Fussgängersteige als Fluchtwege
Seitlich der WELK-Brücke finden sich Fussgängersteige aus Schalbrettern an der Tunnelwand befestigt. «Fluchtwege», erklärt mir Zoran. Denn sollte in Tunnel 1 oder 3 ein Notfall auftreten muss Röhre 2 als Fluchtweg dienen. Damit sich aufgeregte, möglicherweise panische Menschen dann nicht zwischen WELK-Brücke und Bagger durchquetschen müssen, bauen Zoran und sein Team die Fluchtwege jeden Tag wieder dem angepassten Ausbau entsprechend um.

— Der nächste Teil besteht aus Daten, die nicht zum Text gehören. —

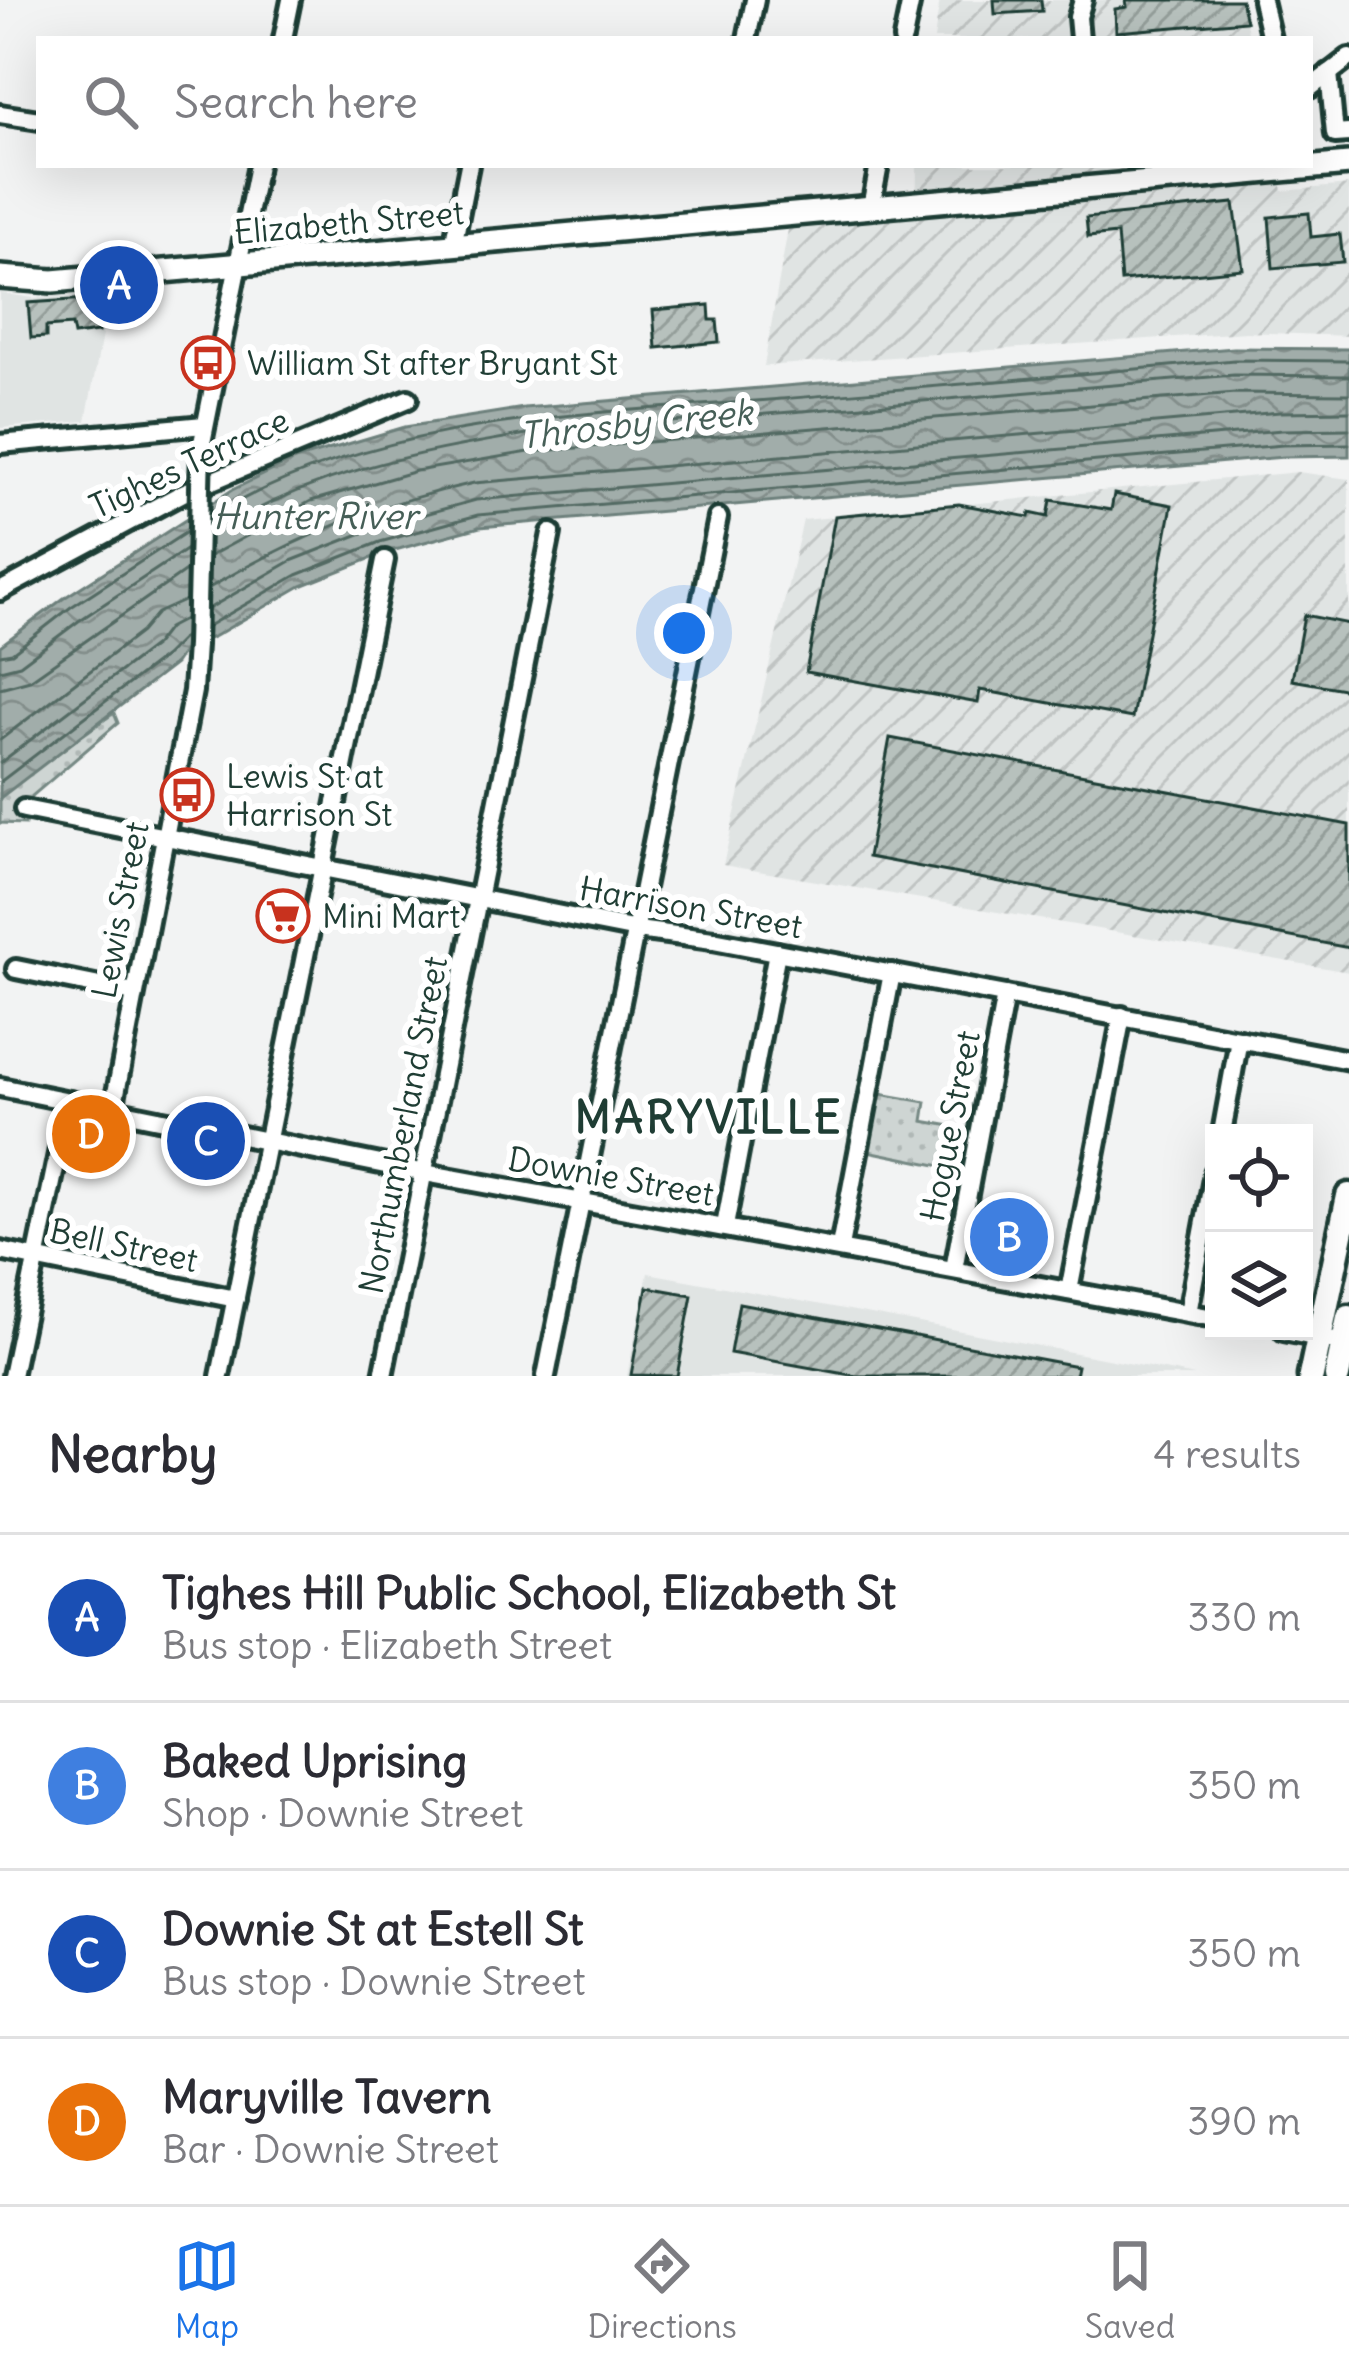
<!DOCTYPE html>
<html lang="en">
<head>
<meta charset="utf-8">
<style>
  :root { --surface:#fff; --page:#f7f7f7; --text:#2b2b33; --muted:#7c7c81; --line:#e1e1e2; --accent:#1a73e8 }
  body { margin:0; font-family:Delius,sans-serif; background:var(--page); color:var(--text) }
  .controls { position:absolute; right:36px; bottom:36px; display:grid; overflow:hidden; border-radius:0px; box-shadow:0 12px 48px #0002 }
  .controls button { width:108px; height:108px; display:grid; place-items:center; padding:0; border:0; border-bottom:3px solid var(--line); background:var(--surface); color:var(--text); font:60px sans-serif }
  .you { position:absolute; left:684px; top:633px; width:42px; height:42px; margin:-30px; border:9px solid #fff; border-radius:50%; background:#1a73e8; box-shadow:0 0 0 18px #1a73e833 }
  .badge { display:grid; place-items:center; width:78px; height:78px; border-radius:50%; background:var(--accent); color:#fff; font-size:39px; font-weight:700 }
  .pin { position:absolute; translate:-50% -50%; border:6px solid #fff; box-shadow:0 3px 12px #0006 }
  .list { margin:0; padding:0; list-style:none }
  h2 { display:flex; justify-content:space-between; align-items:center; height:156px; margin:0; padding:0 48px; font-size:51px }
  h2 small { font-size:39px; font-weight:400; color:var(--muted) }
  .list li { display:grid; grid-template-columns:78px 1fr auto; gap:36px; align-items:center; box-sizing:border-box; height:168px; padding:0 48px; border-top:3px solid var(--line) }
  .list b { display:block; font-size:45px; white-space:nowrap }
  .list p { margin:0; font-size:39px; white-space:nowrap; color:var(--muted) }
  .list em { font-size:39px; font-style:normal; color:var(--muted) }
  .icon { flex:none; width:66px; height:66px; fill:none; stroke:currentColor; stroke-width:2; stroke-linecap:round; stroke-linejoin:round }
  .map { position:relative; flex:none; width:1349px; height:1376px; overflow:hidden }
  .search { position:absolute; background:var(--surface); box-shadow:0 12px 48px #0002; left:36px; right:36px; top:36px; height:132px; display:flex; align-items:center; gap:30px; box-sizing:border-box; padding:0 42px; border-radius:0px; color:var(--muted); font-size:45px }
  .sheet { height:828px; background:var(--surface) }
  nav { display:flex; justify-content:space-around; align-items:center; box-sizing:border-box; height:168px; border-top:3px solid var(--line); background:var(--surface); font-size:33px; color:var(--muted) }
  nav a { display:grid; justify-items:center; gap:6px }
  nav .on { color:var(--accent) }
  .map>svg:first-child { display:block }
</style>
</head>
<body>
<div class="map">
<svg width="1349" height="1376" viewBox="0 0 1349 1376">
  <defs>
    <pattern id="industrial-furrows" width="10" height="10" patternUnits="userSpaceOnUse" patternTransform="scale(3)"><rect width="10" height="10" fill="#e0e4e3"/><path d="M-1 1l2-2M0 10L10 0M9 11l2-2" fill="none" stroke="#c0c4c3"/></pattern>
    <pattern id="green-dots" width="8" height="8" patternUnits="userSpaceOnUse" patternTransform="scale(3)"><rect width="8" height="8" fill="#ced5d3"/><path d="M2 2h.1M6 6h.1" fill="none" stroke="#b0b8b6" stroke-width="1.8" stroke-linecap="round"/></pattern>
    <pattern id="water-waves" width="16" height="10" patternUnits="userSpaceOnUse" patternTransform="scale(3)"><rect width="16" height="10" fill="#a1adaa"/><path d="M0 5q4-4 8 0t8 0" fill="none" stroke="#838e8b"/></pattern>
    <pattern id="building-hatch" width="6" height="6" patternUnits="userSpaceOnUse" patternTransform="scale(3)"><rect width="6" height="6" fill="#b7c1bd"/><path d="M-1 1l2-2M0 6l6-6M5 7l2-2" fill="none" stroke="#949e9a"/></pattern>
  </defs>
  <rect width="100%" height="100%" fill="#f2f3f3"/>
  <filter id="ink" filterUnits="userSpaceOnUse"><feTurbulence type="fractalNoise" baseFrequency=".00833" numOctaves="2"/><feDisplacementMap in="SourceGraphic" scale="24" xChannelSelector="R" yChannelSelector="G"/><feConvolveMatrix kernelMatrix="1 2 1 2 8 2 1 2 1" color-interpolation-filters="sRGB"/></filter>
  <g filter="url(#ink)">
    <!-- built -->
    <g fill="#e0e4e3">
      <polygon points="110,292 86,421 0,428 0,293 33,298"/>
      <polygon points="648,1273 909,1321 1195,1376 627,1376"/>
    </g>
    <!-- industrial -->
    <g fill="url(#industrial-furrows)">
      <polygon points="940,0 1242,0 1249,39 934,39"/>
      <polygon points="917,165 1278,165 1283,191 1349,185 1349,336 1246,332 764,366 788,229 916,215"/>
      <polygon points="1298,472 1349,479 1349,972 723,865 803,520"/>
    </g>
    <!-- green -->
    <g fill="url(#green-dots)" stroke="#768984" stroke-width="3">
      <polygon points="114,713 118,723 32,796 25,824 0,823 0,793"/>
      <polygon points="880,1094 926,1102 923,1121 968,1129 961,1170 868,1151"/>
    </g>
    <!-- water -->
    <polygon fill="url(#water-waves)" stroke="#6d807b" stroke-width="3" points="1234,348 1349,349 1349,456 1284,457 480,527 384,553 301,586 215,636 185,649 175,664 0,798 0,646 64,598 232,490 294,460 405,427 524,408"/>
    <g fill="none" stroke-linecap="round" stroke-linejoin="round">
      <!-- shore -->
      <g stroke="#536a63" stroke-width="3">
        <path d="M211 517C378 416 579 415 769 400 924 387 1079 375 1234 360L1349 361"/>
        <path d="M210 535C314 472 409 454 527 434L1234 375 1349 376"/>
        <polyline points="210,556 311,501 416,471 529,452 1235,393 1349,394"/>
        <path d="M209 588C296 537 375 504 474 483L1280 412 1349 411"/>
        <polyline points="208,609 291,561 375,528 476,500 1282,430 1349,429"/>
        <polyline points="208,626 297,575 380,542 478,515 1283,445 1349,444"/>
        <polyline points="0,655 12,653 71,607 188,531"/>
        <polyline points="0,670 20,665 80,620 187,549"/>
        <polyline points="0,688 30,680 187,570"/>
        <polyline points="0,740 141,632 157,613 186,600"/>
        <polyline points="0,763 155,645 168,628 185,619"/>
        <polyline points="0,782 165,656 185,636"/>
      </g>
    </g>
    <!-- building -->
    <g fill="url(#building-hatch)" stroke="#1f3d34" stroke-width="3">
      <polygon points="994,0 1041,0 1042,11 995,14"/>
      <polygon points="1126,0 1241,0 1246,21 1116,32 1115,9 1127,7"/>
      <polygon points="1234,203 1243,269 1121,281 1117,234 1088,237 1086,218"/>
      <polygon points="1309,213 1311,237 1340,234 1343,262 1273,268 1269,217"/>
      <polygon points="87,299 91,322 96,322 98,332 74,335 72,325 46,327 46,337 31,338 28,303"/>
      <polygon points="709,305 710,320 717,320 719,342 656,348 653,310"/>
      <polygon points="1114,494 1172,505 1132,718 980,690 978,703 806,672 835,516 959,504 1029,517 1030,513 1048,517 1051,500 1111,510"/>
      <polygon points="1304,615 1349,624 1349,690 1292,680"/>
      <polygon points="890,738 1349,825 1349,948 868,857"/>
      <polygon points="988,1215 1035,1223 1029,1259 982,1250"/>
      <polygon points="647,1287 692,1295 677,1376 631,1375"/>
      <polygon points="739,1303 1077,1366 1075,1376 856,1376 730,1353"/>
    </g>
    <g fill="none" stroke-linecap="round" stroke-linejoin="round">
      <!-- minor casing -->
      <g stroke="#1f3d34" stroke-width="26">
        <g id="minor">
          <polyline points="1262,0 1271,39"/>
          <polyline points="283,39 291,0"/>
          <polyline points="747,39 755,0"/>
          <polyline points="903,39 911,0"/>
          <polyline points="1080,39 1078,17 1083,0"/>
          <polyline points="1329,73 1335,134 1349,133"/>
          <polyline points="1310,88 1349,58"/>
          <polyline points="0,114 39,120"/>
          <polyline points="871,207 879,165"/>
          <polyline points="453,246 469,165"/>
          <polyline points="0,444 204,425"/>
          <polyline points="201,448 258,165"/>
          <polyline points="0,591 183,493 408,399"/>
          <polyline points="24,809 637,930 713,940 1349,1060"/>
          <polyline points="16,969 134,993"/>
          <polyline points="0,1087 425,1173 1214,1318"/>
          <polyline points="113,1109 193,691 196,645"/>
          <polyline points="1222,1133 1239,1039"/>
          <polyline points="725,1226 777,952"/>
          <polyline points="840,1247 892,973"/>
          <polyline points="0,1251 236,1299"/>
          <polyline points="954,1269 1005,995"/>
          <polyline points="1069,1291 1122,1016"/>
          <polyline points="1188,1313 1214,1173"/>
          <polyline points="1284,1331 1349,1344"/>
          <polyline points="12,1376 69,1101"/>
          <polyline points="220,1376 385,560"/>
          <polyline points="383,1376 551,533"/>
          <polyline points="546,1376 718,518"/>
        </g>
      </g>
      <!-- major casing -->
      <g stroke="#1f3d34" stroke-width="30">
        <polyline id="major" points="0,277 53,281 1349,164"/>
      </g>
      <!-- highway casing -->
      <g stroke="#1f3d34" stroke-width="33">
        <g id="highway">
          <polyline points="1311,1376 1349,1196"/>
          <polyline points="1337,1376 1349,1318"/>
        </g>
      </g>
      <!-- minor -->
      <use href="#minor" stroke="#fff" stroke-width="16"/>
      <!-- major -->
      <use href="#major" stroke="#fff" stroke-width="21"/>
      <!-- highway -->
      <use href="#highway" stroke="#fff" stroke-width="24"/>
      <!-- minor-bridge casing -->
      <g stroke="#1f3d34" stroke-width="26" stroke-linecap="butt">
        <polyline id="minor-bridge" points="196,645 201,448"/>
      </g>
      <!-- minor-bridge -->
      <use href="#minor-bridge" stroke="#fff" stroke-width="16"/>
    </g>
  </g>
  <!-- icons -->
  <defs>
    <g id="bus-ring" transform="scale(2.7)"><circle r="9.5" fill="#fff" stroke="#c8321e" stroke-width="1.5"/><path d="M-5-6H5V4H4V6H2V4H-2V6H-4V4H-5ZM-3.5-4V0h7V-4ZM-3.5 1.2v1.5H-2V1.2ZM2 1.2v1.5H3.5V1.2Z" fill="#c8321e"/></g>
    <g id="supermarket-ring" transform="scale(2.7)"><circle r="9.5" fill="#fff" stroke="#c8321e" stroke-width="1.5"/><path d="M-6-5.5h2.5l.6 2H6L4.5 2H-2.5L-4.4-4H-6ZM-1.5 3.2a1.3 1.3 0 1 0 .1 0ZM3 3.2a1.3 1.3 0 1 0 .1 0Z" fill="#c8321e"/></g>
  </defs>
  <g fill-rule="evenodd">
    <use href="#bus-ring" x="208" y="363"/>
    <use href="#bus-ring" x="187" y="795"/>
    <use href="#supermarket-ring" x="283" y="916"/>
  </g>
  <g text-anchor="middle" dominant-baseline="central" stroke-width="12" stroke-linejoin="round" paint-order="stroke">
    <!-- street labels -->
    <g font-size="33" fill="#1f3d34" stroke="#fff">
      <text transform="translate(349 222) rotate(-5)">Elizabeth Street</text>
      <text transform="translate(189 463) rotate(-25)">Tighes Terrace</text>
      <text transform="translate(691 907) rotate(10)">Harrison Street</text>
      <text transform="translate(120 910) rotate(-79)">Lewis Street</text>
      <text transform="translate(403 1125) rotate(-79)">Northumberland Street</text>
      <text transform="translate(950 1126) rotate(-79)">Hogue Street</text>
      <text transform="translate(611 1176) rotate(10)">Downie Street</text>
      <text transform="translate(124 1245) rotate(12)">Bell Street</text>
    </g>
    <!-- poi labels -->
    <g font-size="33" fill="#1f3d34" stroke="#fff" text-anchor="start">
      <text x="247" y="363">William St after Bryant St</text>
      <text x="226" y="776">Lewis St at<tspan x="226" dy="38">Harrison St</tspan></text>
      <text x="322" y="916">Mini Mart</text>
    </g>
    <!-- water labels -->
    <g font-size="36" font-style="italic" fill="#465f57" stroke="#fff">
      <text transform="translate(636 424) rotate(-6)">Throsby Creek</text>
      <text x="315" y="516">Hunter River</text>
    </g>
    <!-- district labels -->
    <g font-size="45" font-weight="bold" letter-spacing="3" fill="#1f3d34" stroke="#fff">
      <text x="709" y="1117">MARYVILLE</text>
    </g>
  </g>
</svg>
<div class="controls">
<button><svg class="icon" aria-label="locate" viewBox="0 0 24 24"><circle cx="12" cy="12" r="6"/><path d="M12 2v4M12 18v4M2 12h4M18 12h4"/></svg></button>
<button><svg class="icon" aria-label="layers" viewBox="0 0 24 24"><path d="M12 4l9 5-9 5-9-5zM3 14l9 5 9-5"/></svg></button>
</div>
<div class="you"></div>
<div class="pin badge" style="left:119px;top:285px;background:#1a4fb4">A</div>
<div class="pin badge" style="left:1009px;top:1237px;background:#3f7fe0">B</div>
<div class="pin badge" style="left:206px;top:1141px;background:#1a4fb4">C</div>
<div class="pin badge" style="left:91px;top:1134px;background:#e8710a">D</div>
<div class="search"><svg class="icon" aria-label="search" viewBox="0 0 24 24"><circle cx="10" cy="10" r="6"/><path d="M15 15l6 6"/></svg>Search here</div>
</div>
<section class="sheet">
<h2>Nearby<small>4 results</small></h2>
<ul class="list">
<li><span class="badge" style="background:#1a4fb4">A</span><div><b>Tighes Hill Public School, Elizabeth St</b><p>Bus stop · Elizabeth Street</p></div><em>330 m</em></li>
<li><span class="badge" style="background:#3f7fe0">B</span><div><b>Baked Uprising</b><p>Shop · Downie Street</p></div><em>350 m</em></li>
<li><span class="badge" style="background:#1a4fb4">C</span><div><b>Downie St at Estell St</b><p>Bus stop · Downie Street</p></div><em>350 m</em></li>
<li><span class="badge" style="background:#e8710a">D</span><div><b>Maryville Tavern</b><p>Bar · Downie Street</p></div><em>390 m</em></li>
</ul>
</section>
<nav>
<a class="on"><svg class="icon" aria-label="map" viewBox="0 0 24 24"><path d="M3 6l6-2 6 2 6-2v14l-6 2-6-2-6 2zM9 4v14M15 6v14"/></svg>Map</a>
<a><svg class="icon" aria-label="directions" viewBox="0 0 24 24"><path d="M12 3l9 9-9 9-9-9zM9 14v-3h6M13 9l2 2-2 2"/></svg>Directions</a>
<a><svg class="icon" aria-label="saved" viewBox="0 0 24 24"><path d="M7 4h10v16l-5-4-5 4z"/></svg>Saved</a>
</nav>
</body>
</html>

15 Tonnen schwere Element werden versetzt
Jedes WELK-Element ist drei Meter hoch, 2.5 Meter lang und rund 15 Tonnen schwer. Der benötigte Kran zum Versetzen eines Elementes ist in die WELK-Brücke bereits integriert. Acht bis neun Elemente werden derzeit von der Welk-Versetzcrew um den Vorarbeiter Lukas Röllin täglich versetzt, das Erste bereits um sechs Uhr früh. Dazu müssen die Elemente mit einem eigens dafür konstruierten WELK-Transporter (Multi Service Gantry genannt MSG,) à je zwei Stück zur benötigten Stelle transportiert werden. Verantwortlich dafür ist die zuständige Subunternehmung, Kern-Tunneltechnik aus Lugano, welche auch die WELK-Brücke angefertigt hat. Nach dem Versetzen der Elemente wird die WELK-Brücke um gut 20 m verschoben. Links und rechts neben den WELK sind die beiden Vorarbeiter Armend Ymeri und Abilio da Silva am Werk. Es wird eingekiest, Entwässerungsleitungen werden eingeschalt und betoniert. Das Team von Polier Rafael Meier, wird dann am Nachmittag die ganze Fahrbahn aufschütten und den ersten Betonbelag einbauen. So werden rund 26 Lastwagen Kies und Beton täglich verbaut. Dann wird bereits die nächste WELK-Etappe vorbereitet. Tag für Tag.
Lärm und Staub im Westen des Tunnels
Am westlichsten, auf der anderen Seite des Tunnels befindet sich die Rückbaucrew, welche Decke, Fahrbahn und Fahrbahnsohle herausspitzt. Sehen tue ich davon nichts, der grollende Lärm, der uns durch den leeren Tunnel erreicht lässt jedoch erahnen, welche Kräfte da am Werk sind.
Zwei Jahre dauert die gesamte Sanierung der mittleren Röhre. Mitte 2025 ist sie abgeschlossen und die Bauarbeiter ziehen in die 1. Röhre um, wo das Prozedere dasselbe sein wird. Voraussichtlich Ende 2027 wird der Verkehr dann in allen drei Tunnelröhren ungehindert rollen können. Spätestens dann sollte der Stau am Gubrist endgültig Geschichte sein.
Box:
Sanierung Gubristtunnel 2. Röhre
Bauherr: Bundesamt für Strassen ASTRA
Bauzeit: 2023 – 2024
ARGE GUBRI: Implenia
Anliker AG Emmenbrücke
WALO Bertschinger
Zoran Kocev führt als Polier 36 Leute in seinem Team, bestehend aus Anliker- Implenia- und Walo Personal.
Die Anliker AG ist hauptsächlich für die Aufschüttung, den Werkleitungseinbau und den Fahrbahneinbau zuständig.
Die Werkleitungskanal- Elemente (WELK) werden mit ein einem speziellen Transportfahrzeug über die WELK-Brücke angeliefert.
Täglich werden acht bis neun WELK-Elemente à je 17 Tonnen mit dem in der WELK-Brücke integrierten Kran versetzt. Polier Zoran Kocev nutzt den Fluchtweg als Beobachtungsposten.
Der Einbau der Tunnel-Sohle gibt für den WELK-Ausbau den Takt vor.
Damit die Fahrzeuge im drei Kilometer langen Tunnel nicht lange Strecken rückwärtsfahren müssen, gibt es eine Drehscheibe, um die Fahrzeuge zu wenden.